Dataset entries
━━━━

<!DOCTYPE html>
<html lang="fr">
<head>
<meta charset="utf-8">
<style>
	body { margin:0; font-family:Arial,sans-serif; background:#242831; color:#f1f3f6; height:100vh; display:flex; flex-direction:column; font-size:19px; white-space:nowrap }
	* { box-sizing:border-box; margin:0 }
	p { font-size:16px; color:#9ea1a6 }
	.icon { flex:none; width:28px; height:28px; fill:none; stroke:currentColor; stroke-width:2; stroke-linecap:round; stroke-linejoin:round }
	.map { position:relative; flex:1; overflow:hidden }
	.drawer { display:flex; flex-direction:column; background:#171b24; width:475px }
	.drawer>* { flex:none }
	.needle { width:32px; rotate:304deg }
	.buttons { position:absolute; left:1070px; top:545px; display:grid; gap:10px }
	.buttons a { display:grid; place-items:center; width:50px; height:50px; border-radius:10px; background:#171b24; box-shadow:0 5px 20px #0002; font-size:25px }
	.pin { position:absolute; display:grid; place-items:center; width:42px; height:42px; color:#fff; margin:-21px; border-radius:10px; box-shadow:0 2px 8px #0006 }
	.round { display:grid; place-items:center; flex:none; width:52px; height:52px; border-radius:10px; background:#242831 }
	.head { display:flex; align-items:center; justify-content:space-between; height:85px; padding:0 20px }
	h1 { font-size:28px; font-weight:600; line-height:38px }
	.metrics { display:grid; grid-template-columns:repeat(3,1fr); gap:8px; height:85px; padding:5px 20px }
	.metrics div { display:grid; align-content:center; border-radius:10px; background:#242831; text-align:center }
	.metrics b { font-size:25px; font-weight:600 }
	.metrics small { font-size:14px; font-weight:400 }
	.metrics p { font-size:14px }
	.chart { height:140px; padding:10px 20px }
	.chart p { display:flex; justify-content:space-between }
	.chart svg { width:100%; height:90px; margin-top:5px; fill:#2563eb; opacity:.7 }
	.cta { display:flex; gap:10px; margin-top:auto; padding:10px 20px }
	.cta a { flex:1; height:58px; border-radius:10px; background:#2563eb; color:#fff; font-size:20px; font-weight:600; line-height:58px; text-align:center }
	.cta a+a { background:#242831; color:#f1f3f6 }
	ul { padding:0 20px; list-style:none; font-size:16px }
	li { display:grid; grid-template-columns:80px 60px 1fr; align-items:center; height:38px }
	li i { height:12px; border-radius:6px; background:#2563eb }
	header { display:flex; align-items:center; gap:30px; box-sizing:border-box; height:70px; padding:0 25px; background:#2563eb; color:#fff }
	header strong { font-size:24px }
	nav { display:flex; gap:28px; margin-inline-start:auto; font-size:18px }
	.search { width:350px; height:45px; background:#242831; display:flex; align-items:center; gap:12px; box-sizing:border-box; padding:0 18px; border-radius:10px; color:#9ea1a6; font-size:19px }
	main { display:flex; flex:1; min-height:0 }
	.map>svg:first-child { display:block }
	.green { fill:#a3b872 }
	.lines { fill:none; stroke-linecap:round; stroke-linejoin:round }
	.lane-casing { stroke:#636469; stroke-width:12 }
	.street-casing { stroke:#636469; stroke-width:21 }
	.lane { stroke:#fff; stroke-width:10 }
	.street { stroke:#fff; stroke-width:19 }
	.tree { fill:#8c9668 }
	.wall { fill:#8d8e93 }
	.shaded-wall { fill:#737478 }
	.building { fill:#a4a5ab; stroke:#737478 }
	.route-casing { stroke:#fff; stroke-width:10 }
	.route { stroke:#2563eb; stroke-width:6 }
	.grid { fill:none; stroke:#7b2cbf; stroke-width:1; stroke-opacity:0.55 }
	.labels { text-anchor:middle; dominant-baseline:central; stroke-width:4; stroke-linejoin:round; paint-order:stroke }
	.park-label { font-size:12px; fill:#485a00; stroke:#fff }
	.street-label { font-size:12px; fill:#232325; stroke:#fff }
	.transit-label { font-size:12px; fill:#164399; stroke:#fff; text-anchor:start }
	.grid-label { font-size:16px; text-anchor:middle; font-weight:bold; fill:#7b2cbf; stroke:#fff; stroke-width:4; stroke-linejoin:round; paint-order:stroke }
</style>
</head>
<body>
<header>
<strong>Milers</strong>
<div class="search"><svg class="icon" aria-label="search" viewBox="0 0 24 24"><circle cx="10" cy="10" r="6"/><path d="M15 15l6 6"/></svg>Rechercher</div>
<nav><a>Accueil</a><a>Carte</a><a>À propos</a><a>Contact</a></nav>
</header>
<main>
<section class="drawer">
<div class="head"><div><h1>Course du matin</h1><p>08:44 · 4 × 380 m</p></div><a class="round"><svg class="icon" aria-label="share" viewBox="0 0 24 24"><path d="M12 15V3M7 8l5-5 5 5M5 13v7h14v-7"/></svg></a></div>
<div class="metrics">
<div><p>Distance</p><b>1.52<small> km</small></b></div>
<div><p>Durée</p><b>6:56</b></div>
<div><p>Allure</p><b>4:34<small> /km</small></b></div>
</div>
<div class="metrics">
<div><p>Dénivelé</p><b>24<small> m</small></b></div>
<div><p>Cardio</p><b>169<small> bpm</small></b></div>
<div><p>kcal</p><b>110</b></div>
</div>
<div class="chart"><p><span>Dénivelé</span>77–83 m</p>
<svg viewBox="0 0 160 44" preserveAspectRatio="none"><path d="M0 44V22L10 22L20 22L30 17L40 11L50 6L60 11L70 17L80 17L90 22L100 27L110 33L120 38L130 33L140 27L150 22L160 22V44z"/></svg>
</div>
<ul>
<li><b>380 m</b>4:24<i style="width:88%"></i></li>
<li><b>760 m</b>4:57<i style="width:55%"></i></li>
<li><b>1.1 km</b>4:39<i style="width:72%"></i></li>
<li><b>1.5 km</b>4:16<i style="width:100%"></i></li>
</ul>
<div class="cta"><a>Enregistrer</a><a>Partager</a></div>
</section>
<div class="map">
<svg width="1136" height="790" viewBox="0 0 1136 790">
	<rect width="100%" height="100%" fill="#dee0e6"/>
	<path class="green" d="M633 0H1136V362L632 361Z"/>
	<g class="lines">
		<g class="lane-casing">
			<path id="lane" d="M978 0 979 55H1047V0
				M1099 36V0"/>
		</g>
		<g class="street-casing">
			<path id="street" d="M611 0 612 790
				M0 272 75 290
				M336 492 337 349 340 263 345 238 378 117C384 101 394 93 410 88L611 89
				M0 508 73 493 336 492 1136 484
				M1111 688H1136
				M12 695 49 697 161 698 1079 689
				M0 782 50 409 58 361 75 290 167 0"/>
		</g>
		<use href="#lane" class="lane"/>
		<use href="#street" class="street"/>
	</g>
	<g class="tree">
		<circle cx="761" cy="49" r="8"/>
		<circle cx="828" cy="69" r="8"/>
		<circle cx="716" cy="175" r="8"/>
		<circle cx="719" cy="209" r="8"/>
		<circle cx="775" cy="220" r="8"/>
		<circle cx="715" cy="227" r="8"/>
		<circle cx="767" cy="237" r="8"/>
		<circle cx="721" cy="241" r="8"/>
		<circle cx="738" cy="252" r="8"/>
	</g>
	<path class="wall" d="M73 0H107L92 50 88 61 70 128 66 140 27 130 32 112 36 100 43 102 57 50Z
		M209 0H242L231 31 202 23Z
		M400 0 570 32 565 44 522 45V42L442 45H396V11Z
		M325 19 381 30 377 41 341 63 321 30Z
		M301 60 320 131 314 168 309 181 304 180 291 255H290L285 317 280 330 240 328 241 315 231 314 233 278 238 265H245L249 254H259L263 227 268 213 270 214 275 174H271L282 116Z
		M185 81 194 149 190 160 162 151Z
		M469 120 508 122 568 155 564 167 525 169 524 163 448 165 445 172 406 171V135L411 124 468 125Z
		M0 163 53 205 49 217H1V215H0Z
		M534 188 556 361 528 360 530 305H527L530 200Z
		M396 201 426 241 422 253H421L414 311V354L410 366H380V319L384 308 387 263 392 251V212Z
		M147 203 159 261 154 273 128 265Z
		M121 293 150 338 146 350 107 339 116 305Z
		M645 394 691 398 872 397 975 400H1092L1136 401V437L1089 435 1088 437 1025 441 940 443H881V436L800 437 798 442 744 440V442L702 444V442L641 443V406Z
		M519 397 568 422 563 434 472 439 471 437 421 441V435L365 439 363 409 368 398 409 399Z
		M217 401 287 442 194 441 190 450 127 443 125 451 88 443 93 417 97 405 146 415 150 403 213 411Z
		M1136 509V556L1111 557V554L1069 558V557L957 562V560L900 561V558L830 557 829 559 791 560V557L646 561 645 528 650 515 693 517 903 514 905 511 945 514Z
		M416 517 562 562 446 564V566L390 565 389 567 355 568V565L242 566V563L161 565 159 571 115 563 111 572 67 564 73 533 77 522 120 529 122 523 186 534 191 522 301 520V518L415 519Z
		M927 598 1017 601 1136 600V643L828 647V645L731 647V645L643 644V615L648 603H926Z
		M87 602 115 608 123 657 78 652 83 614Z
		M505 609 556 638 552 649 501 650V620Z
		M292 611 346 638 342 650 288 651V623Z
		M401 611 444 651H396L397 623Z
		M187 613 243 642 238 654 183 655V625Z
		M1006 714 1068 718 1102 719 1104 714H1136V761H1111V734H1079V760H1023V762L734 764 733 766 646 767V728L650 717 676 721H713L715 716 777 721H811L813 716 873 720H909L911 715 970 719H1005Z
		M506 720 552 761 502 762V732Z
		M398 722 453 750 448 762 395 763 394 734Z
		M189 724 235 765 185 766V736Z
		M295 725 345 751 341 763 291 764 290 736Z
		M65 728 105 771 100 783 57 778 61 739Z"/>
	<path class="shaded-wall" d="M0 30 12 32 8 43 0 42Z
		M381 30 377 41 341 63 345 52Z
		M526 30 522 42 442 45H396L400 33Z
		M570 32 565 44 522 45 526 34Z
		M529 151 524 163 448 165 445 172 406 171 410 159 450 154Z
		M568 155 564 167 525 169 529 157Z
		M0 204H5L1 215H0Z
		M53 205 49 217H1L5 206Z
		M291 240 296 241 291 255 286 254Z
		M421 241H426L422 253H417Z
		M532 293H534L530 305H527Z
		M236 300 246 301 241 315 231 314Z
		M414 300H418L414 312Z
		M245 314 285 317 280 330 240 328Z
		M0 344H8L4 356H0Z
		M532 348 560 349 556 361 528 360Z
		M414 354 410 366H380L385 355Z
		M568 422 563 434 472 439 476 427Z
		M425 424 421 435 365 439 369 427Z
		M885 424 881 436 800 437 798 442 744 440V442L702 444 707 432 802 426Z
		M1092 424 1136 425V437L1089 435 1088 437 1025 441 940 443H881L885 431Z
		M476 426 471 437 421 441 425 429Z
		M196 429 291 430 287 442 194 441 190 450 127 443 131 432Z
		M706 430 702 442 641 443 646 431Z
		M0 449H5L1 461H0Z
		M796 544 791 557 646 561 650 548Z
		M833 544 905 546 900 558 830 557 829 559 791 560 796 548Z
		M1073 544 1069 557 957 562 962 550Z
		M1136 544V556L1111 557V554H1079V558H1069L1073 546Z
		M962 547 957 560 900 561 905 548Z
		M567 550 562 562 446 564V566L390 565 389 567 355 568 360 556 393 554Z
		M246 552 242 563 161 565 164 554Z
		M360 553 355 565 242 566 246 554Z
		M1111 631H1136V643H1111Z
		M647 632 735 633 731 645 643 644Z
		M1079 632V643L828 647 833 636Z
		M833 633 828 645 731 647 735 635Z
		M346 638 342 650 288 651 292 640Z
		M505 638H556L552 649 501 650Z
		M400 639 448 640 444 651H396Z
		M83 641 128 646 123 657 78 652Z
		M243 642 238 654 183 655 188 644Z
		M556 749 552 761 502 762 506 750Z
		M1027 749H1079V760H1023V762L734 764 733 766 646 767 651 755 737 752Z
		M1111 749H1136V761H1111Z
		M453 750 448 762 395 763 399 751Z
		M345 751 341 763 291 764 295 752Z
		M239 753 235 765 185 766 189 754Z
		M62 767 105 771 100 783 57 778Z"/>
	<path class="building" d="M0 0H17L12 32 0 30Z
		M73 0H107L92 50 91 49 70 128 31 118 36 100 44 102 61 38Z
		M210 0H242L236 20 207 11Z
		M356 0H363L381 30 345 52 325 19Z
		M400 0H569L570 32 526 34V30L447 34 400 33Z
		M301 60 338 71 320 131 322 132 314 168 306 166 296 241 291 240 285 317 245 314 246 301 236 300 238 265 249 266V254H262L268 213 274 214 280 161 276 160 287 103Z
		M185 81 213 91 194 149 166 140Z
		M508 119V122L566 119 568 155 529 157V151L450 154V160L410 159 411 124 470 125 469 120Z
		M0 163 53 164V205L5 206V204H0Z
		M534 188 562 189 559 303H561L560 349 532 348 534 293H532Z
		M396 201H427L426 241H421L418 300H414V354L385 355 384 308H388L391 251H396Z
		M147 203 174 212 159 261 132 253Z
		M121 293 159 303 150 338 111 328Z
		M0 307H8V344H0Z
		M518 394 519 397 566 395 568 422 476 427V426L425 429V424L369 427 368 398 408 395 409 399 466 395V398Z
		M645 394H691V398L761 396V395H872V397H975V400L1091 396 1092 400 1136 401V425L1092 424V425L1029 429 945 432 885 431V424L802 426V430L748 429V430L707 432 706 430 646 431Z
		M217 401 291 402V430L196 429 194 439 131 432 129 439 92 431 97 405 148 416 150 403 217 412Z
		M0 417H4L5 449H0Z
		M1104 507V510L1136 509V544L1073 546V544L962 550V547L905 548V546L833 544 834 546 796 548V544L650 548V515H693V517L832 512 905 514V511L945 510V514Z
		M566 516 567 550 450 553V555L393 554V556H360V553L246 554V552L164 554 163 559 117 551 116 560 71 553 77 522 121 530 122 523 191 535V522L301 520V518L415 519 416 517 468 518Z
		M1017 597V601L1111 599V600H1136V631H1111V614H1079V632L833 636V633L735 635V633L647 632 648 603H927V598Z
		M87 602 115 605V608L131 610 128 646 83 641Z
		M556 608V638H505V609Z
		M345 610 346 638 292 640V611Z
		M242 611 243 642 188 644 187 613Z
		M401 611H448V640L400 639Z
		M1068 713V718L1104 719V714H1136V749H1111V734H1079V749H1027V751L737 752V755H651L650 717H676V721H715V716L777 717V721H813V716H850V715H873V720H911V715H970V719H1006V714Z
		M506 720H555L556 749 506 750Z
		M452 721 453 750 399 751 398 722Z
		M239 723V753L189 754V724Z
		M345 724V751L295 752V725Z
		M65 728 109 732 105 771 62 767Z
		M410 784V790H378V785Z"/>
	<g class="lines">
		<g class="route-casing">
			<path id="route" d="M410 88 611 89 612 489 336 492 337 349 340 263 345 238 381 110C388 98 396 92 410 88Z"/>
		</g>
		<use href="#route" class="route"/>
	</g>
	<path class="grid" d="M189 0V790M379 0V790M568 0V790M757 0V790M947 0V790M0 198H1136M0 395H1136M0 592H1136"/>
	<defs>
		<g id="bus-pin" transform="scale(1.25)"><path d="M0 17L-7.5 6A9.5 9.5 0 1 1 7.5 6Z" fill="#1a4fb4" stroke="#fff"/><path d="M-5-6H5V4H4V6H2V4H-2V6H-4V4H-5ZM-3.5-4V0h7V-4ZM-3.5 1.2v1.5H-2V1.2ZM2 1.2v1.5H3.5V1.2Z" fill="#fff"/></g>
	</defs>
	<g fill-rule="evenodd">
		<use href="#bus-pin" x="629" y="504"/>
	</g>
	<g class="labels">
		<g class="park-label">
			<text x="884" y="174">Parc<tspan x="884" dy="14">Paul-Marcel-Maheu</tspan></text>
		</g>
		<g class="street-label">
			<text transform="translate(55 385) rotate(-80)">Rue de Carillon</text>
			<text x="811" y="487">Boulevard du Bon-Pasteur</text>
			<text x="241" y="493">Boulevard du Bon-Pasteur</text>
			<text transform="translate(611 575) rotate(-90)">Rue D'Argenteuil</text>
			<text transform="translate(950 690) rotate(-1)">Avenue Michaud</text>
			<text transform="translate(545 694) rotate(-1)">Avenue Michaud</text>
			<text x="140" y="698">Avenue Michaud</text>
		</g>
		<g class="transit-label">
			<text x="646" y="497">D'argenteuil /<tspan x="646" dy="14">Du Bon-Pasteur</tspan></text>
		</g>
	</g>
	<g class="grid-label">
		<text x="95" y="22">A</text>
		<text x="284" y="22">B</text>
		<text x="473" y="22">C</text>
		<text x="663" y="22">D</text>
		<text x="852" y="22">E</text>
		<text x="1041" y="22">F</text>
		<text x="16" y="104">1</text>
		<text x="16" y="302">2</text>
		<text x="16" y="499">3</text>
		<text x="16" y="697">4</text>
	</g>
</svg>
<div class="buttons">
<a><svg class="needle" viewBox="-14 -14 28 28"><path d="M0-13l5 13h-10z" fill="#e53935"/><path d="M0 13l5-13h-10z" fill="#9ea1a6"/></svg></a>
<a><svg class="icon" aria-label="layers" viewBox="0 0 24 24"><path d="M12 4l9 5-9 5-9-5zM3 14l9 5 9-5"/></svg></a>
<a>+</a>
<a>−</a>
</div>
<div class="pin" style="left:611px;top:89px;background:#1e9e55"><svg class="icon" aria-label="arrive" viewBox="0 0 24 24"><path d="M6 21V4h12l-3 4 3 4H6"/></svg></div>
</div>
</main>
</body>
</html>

━━━━

TASK REQUIREMENTS
Beginning at the line above with "M833 544 905" and finishing at the line with "M0 417H4L5 449H0Z", return each line exactly and return nothing else.

SOLVED PROBLEM
		M833 544 905 546 900 558 830 557 829 559 791 560 796 548Z
		M1073 544 1069 557 957 562 962 550Z
		M1136 544V556L1111 557V554H1079V558H1069L1073 546Z
		M962 547 957 560 900 561 905 548Z
		M567 550 562 562 446 564V566L390 565 389 567 355 568 360 556 393 554Z
		M246 552 242 563 161 565 164 554Z
		M360 553 355 565 242 566 246 554Z
		M1111 631H1136V643H1111Z
		M647 632 735 633 731 645 643 644Z
		M1079 632V643L828 647 833 636Z
		M833 633 828 645 731 647 735 635Z
		M346 638 342 650 288 651 292 640Z
		M505 638H556L552 649 501 650Z
		M400 639 448 640 444 651H396Z
		M83 641 128 646 123 657 78 652Z
		M243 642 238 654 183 655 188 644Z
		M556 749 552 761 502 762 506 750Z
		M1027 749H1079V760H1023V762L734 764 733 766 646 767 651 755 737 752Z
		M1111 749H1136V761H1111Z
		M453 750 448 762 395 763 399 751Z
		M345 751 341 763 291 764 295 752Z
		M239 753 235 765 185 766 189 754Z
		M62 767 105 771 100 783 57 778Z"/>
	<path class="building" d="M0 0H17L12 32 0 30Z
		M73 0H107L92 50 91 49 70 128 31 118 36 100 44 102 61 38Z
		M210 0H242L236 20 207 11Z
		M356 0H363L381 30 345 52 325 19Z
		M400 0H569L570 32 526 34V30L447 34 400 33Z
		M301 60 338 71 320 131 322 132 314 168 306 166 296 241 291 240 285 317 245 314 246 301 236 300 238 265 249 266V254H262L268 213 274 214 280 161 276 160 287 103Z
		M185 81 213 91 194 149 166 140Z
		M508 119V122L566 119 568 155 529 157V151L450 154V160L410 159 411 124 470 125 469 120Z
		M0 163 53 164V205L5 206V204H0Z
		M534 188 562 189 559 303H561L560 349 532 348 534 293H532Z
		M396 201H427L426 241H421L418 300H414V354L385 355 384 308H388L391 251H396Z
		M147 203 174 212 159 261 132 253Z
		M121 293 159 303 150 338 111 328Z
		M0 307H8V344H0Z
		M518 394 519 397 566 395 568 422 476 427V426L425 429V424L369 427 368 398 408 395 409 399 466 395V398Z
		M645 394H691V398L761 396V395H872V397H975V400L1091 396 1092 400 1136 401V425L1092 424V425L1029 429 945 432 885 431V424L802 426V430L748 429V430L707 432 706 430 646 431Z
		M217 401 291 402V430L196 429 194 439 131 432 129 439 92 431 97 405 148 416 150 403 217 412Z
		M0 417H4L5 449H0Z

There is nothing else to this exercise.